The last few years have been a difficult time for enemies of industry super funds in the Liberal Party, the finance industry, the Business Council and the media.
What were supposed to be some long-awaited comeuppances for the employer and union-run sector not merely failed to work, but backfired on their enemies.
A Productivity Commission inquiry commissioned by Scott Morrison intended to replace the default super allocation system that favoured industry funds recommended a new model, but along the way demonstrated that industry super funds were far superior to retail funds controlled by big banks and AMP.
Kelly O’Dwyer famously couldn’t bring herself to acknowledge what the PC had found.
A campaign to demonise industry funds run out of the Business Council by former Financial Services Council exec and Liberal Party apparatchik Andrew Bragg imploded in humiliation for all concerned.
And, most of all, there was the financial services royal commission, in which the Turnbull government included industry superannuation with the hope of, somehow, maybe, exposing some sort of wrongdoing.
We all know how that ended: the destruction of the big banks’ super fund model, the smashing of AMP, the confirmation of literally everything that industry super had ever claimed about what a rort retail super was, and tens of billions of dollars being shifted by angry Australians from retail to industry super.
It was the biggest own-goal in Australian financial history.

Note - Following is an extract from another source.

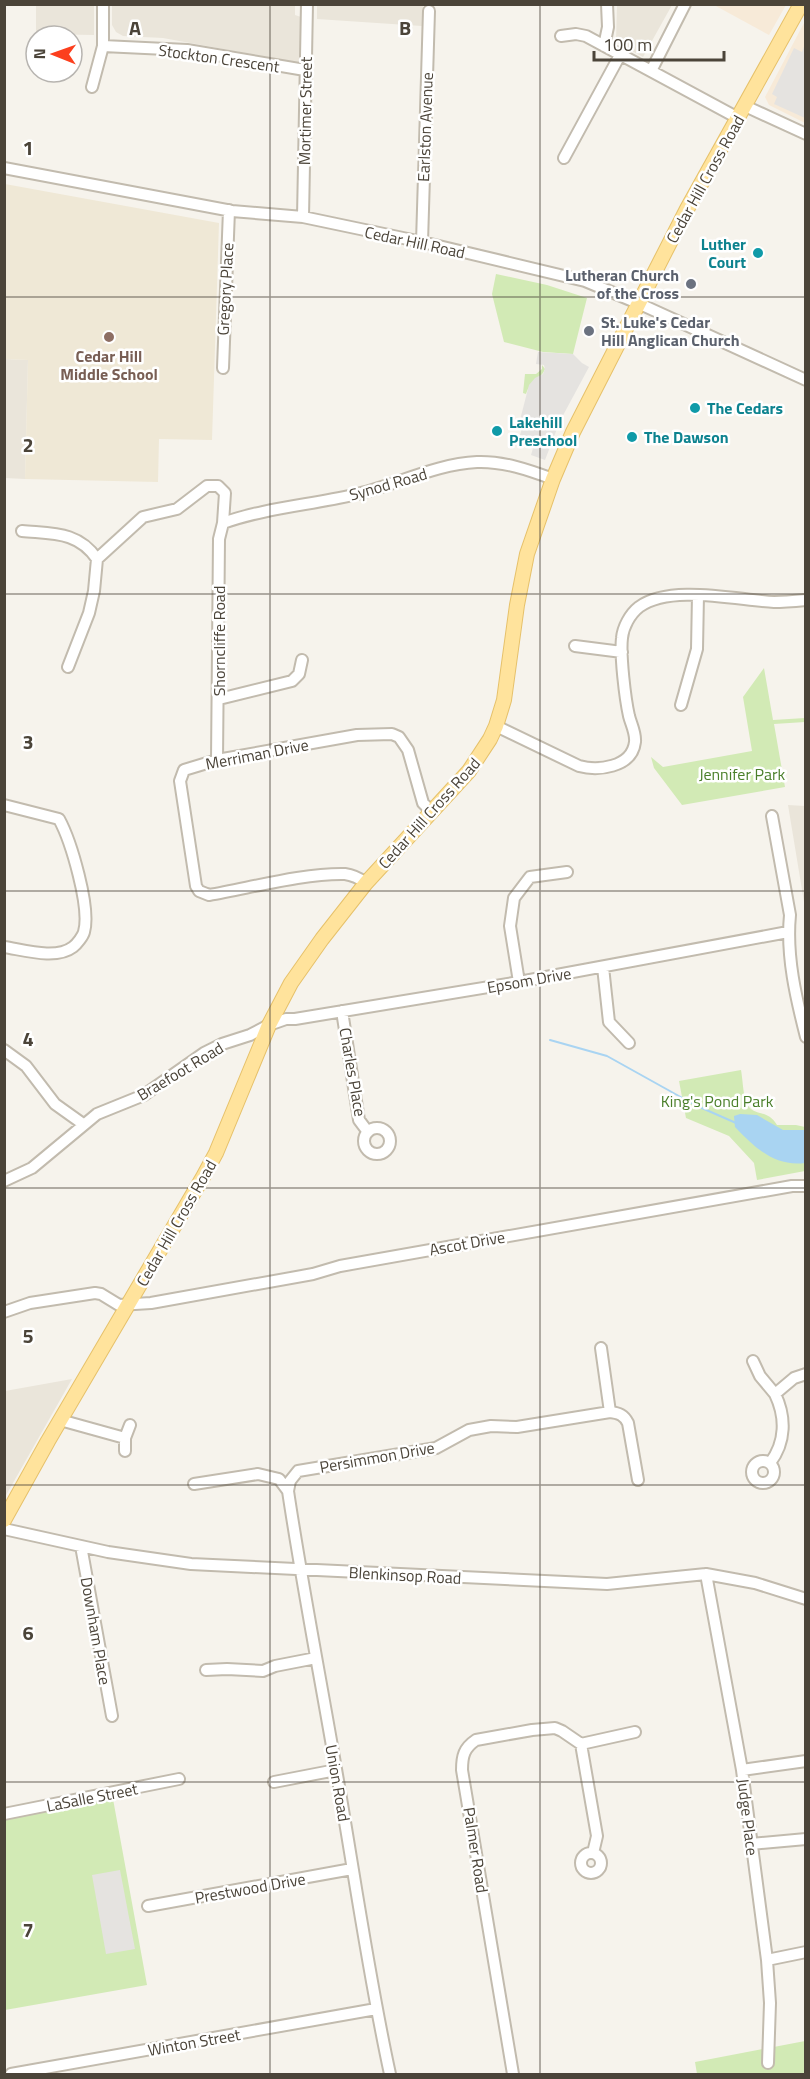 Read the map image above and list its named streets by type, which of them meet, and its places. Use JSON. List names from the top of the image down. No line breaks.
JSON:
{"streets":{"main road":["Cedar Hill Cross Road"],"street":["Stockton Crescent","Mortimer Street","Earlston Avenue","Cedar Hill Road","Gregory Place","Synod Road","Shorncliffe Road","Merriman Drive","Epsom Drive","Braefoot Road","Charles Place","Ascot Drive","Persimmon Drive","Blenkinsop Road","Downham Place","Union Road","LaSalle Street","Judge Place","Palmer Road","Prestwood Drive","Winton Street"]},"crossings":[["Stockton Crescent","Mortimer Street"],["Mortimer Street","Cedar Hill Road"],["Earlston Avenue","Cedar Hill Road"],["Cedar Hill Cross Road","Cedar Hill Road"],["Cedar Hill Cross Road","Synod Road"],["Cedar Hill Cross Road","Merriman Drive"],["Cedar Hill Cross Road","Epsom Drive"],["Cedar Hill Cross Road","Braefoot Road"],["Cedar Hill Cross Road","Ascot Drive"],["Cedar Hill Road","Gregory Place"],["Synod Road","Shorncliffe Road"],["Shorncliffe Road","Merriman Drive"],["Epsom Drive","Braefoot Road"],["Epsom Drive","Charles Place"],["Persimmon Drive","Union Road"],["Blenkinsop Road","Downham Place"],["Blenkinsop Road","Union Road"],["Blenkinsop Road","Judge Place"],["Union Road","Prestwood Drive"],["Union Road","Winton Street"]],"parks":["Jennifer Park","King's Pond Park"],"places":["Luther Court","Lutheran Church of the Cross","St. Luke's Cedar Hill Anglican Church","Cedar Hill Middle School","The Cedars","Lakehill Preschool","The Dawson"],"scale_bar":"100 m","north":"left","grid":{"columns":["A","B"],"rows":["1","2","3","4","5","6","7"]}}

And ever since, the enemies of industry funds have been itching for revenge. They think the virus crisis has provided the opportunity.

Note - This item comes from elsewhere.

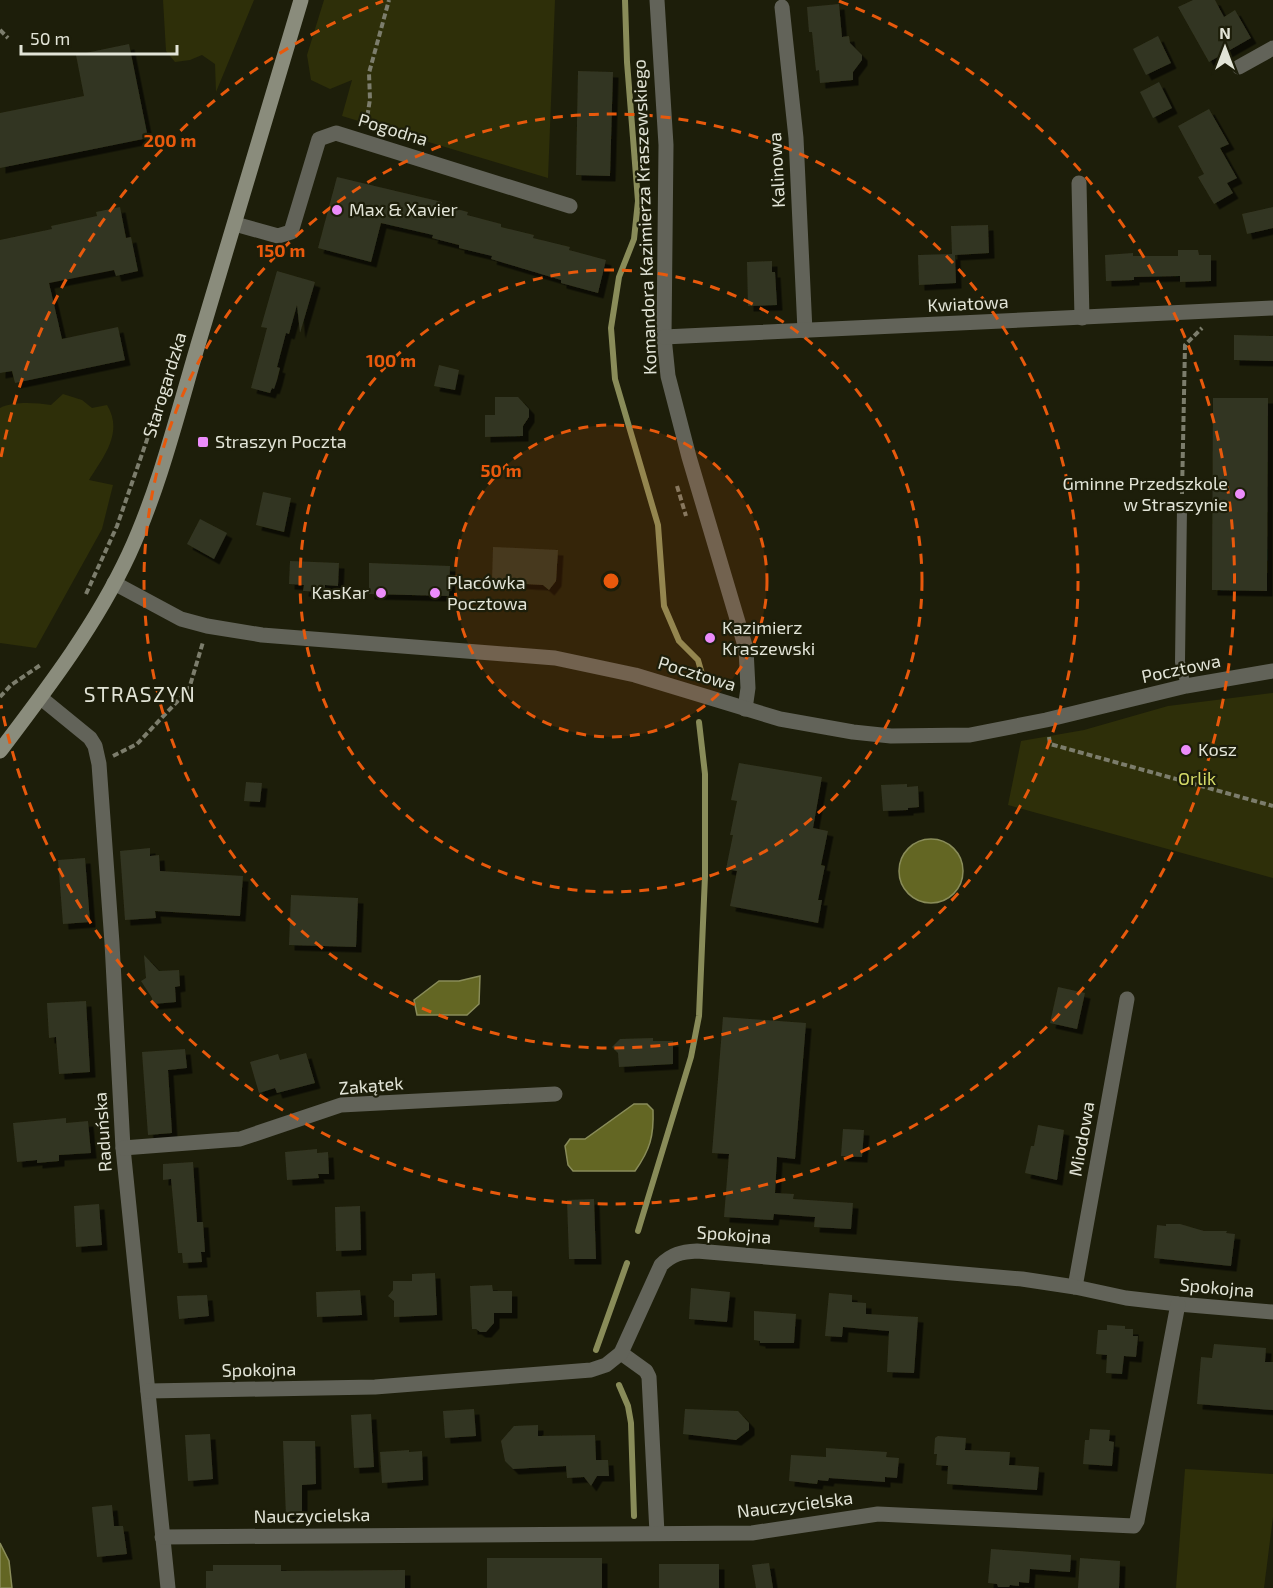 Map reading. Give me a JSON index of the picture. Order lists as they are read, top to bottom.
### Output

For over a decade, ever since industry super funds outperformed retail funds during the financial crisis, their enemies have been complaining that the willingness of industry funds to invest more in illiquid, and less volatile, asset classes gave them an unfair advantage when stockmarkets tanked — and that their outperformance had nothing to do with better management or the extortionate fees that retail funds paid to the big banks and AMP.
In a crisis, while retail funds copped a hiding from their exposure to equities, industry funds would only suffer mild indigestion as assets like infrastructure projects held up.
But remember that Scott Morrison actually benefited from industry funds’ liking for infrastructure assets — they saved his bacon when he nixed the Chinese acquisition of NSW’s Ausgrid.
This time around, there are few safe assets in an economy that is being deliberately put in the freezer across the board. Moreover, one of the reasons the government was dead keen to allow people to access their super in the crisis is that it knew that would put pressure on industry funds, with a greater proportion of illiquid assets.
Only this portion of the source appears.